The heap can only be accessed via a pointer located on the stack since it is not the default memory pool, these pointers create a box.
So, an int
has a fixed-size in memory and is stack-allocated. A dynamic-array ~[]
, a string ~str
or anything ~
is allocated on the heap (that is where you would use malloc
in C or new
in C++).
Rust has two primary pointer types: the borrowed reference (using the &
symbol) and the owned pointer (indicated by ~
).
Referencing is also called borrowing because creating a reference freezes the target variable, i.e. it cannot be freed nor transfered (so no use-after-free). When the reference gets out of scope and freed, it is available again to the caller. References use the &
operator, just like C pointers; or &mut
with mutability, which need to point to uniquely referenced, mutable data – everything is statically checked.
This would be the most basic example:
let x = 3;
{
y = &x; // `x` is now frozen and cannot be modified
// ...but it can be read since the borrow is immutable
}
// `x` can be accessed again (`y` is out of scope)
A borrow cannot outlive the variable it originates from: it has a lifetime, meaning that you will have to change your allocation pattern if a reference outlives its lifetime, like here:
let mut x = &3;
{
let mut y = 4;
x = &y;
} // `y` is freed here, but `x` still lives...

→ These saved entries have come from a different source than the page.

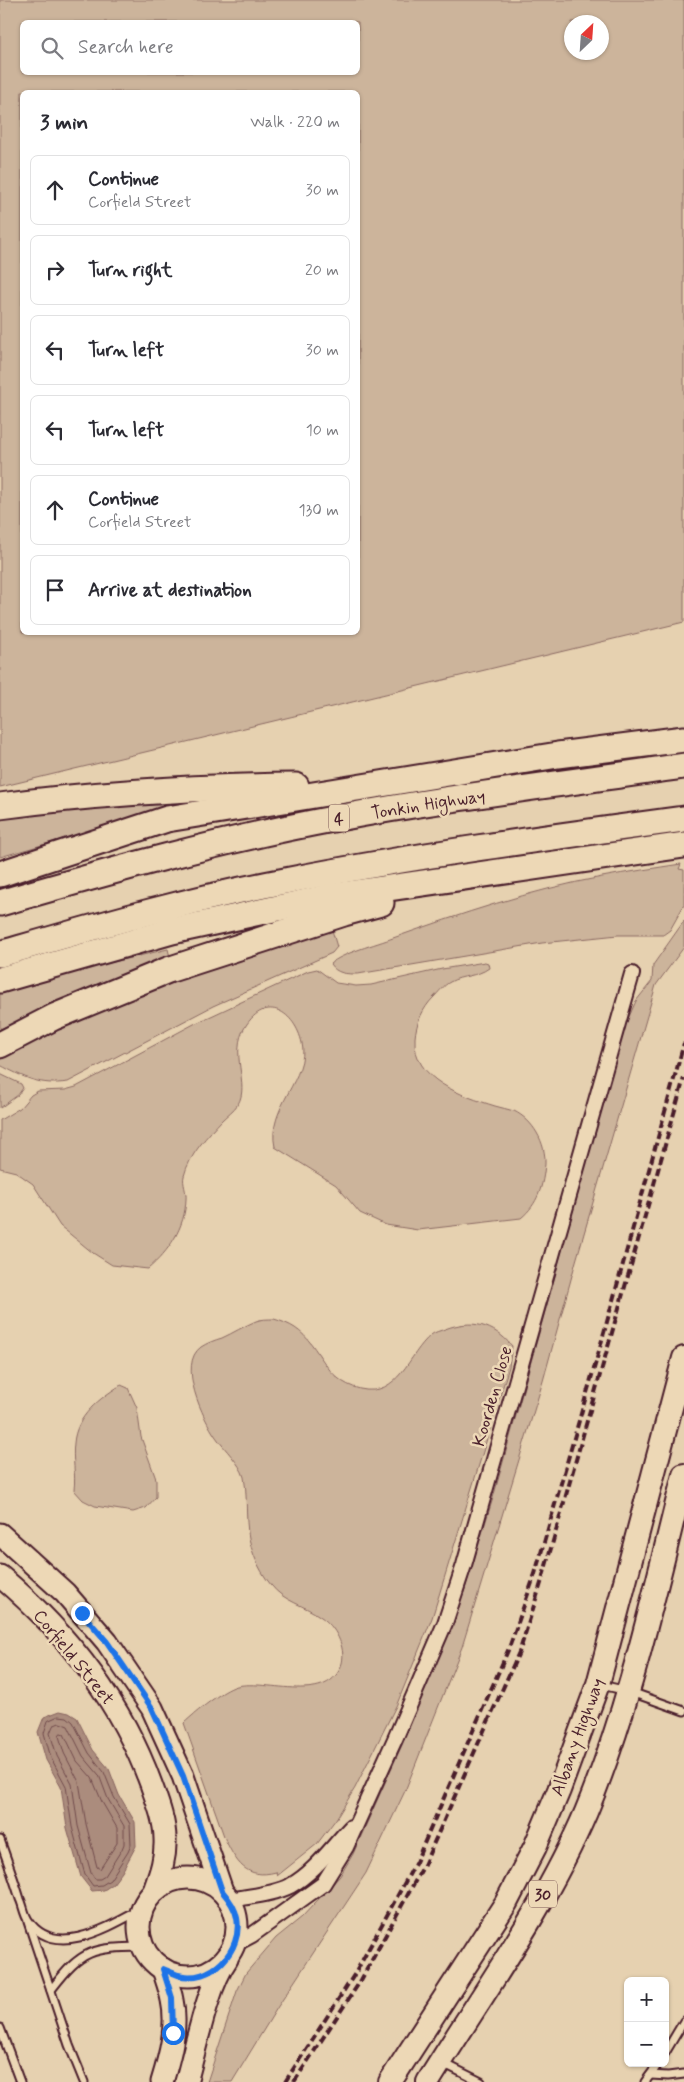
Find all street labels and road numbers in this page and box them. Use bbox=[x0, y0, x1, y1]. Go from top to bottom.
street label: Tonkin Highway bbox=[369, 784, 487, 827]
road number: 4 bbox=[329, 804, 349, 831]
street label: Koorden Close bbox=[467, 1343, 519, 1449]
street label: Corfield Street bbox=[27, 1605, 119, 1710]
street label: Albany Highway bbox=[545, 1675, 611, 1800]
road number: 30 bbox=[529, 1880, 557, 1908]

This pattern will be rejected, since y
has a shorter lifetime than x
.
The compiler enforces valid references and yields:
error: borrowed value does not live long enough
Note: there are a few cases through like when returning a reference passed to a function where you will need to add a lifetime annotation, so that it is inferred from the caller; more on that a bit later.

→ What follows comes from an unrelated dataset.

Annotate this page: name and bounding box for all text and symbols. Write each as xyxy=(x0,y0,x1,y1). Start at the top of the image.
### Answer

Referencing is the default choice as a pointer: all checks are performed at compile-time (by the borrow checker) so its footprint is that of a C pointer (which is also available in Rust as unsafe
, *
pointer).
The unary star operator *
also serves for dereferencing, like in C.

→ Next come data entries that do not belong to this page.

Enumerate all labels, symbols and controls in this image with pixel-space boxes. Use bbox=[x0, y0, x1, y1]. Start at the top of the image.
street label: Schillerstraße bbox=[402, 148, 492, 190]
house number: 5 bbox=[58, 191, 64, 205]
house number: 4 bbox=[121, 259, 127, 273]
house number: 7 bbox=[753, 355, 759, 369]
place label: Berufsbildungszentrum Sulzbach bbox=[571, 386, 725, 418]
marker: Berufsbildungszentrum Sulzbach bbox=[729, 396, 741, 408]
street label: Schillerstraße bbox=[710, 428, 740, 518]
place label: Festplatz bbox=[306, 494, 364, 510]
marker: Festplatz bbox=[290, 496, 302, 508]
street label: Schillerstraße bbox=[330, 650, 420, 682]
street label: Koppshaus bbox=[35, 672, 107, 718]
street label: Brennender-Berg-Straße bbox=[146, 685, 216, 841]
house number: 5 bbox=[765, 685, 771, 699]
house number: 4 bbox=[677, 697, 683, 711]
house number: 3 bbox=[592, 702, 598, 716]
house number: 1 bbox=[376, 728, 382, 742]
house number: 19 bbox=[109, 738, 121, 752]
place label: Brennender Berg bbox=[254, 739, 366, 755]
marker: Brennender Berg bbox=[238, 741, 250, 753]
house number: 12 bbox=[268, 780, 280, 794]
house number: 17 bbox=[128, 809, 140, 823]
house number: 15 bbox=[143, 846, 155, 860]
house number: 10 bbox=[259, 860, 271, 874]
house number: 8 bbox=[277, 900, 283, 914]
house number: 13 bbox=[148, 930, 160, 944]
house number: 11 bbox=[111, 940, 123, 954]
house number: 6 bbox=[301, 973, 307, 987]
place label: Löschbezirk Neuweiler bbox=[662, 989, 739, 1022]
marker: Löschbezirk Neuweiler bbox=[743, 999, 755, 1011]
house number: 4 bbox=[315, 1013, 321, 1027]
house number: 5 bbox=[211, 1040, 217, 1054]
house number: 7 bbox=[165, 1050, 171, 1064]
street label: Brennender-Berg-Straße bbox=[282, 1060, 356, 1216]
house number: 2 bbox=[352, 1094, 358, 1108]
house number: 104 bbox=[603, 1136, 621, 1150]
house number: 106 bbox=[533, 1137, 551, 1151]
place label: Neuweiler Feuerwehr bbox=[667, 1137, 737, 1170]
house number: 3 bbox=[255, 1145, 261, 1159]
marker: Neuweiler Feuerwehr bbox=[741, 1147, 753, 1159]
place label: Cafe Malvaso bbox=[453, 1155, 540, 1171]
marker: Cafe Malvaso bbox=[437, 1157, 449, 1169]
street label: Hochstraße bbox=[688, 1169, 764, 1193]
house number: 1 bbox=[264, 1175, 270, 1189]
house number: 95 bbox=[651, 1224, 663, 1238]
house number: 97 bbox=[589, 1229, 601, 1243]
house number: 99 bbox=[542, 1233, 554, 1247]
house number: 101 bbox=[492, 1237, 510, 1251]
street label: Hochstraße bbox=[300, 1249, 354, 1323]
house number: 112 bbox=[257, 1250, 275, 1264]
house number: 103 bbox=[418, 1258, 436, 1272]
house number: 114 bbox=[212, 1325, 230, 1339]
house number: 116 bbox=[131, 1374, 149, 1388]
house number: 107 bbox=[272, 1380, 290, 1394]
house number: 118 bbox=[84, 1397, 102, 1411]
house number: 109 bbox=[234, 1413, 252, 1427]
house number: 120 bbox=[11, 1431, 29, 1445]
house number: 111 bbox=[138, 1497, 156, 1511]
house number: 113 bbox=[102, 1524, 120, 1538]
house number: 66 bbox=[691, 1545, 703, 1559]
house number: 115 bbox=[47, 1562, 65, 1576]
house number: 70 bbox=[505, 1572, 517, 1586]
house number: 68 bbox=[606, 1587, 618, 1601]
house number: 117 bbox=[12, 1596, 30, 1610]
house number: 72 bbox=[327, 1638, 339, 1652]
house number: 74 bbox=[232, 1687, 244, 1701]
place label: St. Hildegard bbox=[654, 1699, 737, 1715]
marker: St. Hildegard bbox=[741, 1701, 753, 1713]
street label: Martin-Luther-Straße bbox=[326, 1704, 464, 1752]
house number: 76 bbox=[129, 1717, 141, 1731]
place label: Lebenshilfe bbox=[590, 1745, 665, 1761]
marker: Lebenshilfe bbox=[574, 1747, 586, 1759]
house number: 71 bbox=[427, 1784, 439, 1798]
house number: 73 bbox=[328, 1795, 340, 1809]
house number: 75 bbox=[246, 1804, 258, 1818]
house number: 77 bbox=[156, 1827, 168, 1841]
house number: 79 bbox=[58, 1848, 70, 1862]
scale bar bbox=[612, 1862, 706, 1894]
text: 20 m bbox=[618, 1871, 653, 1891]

An owned pointer owns a certain (dynamically allocated) part of the heap, i.e. the owner is the only one who can access the data – unless it transfers ownership, at which point the compiler will free the memory automatically (pointer is copied, but not the value).
fn take<T>(ptr: ~T) { // works for any type, `T`
...
}
let m = ~"Hello!";
take(m);
take_again(m); // ERROR: `m` is moved
Note that owned pointers can, like most objects, be borrowed. You can also copy a unique pointer using .clone()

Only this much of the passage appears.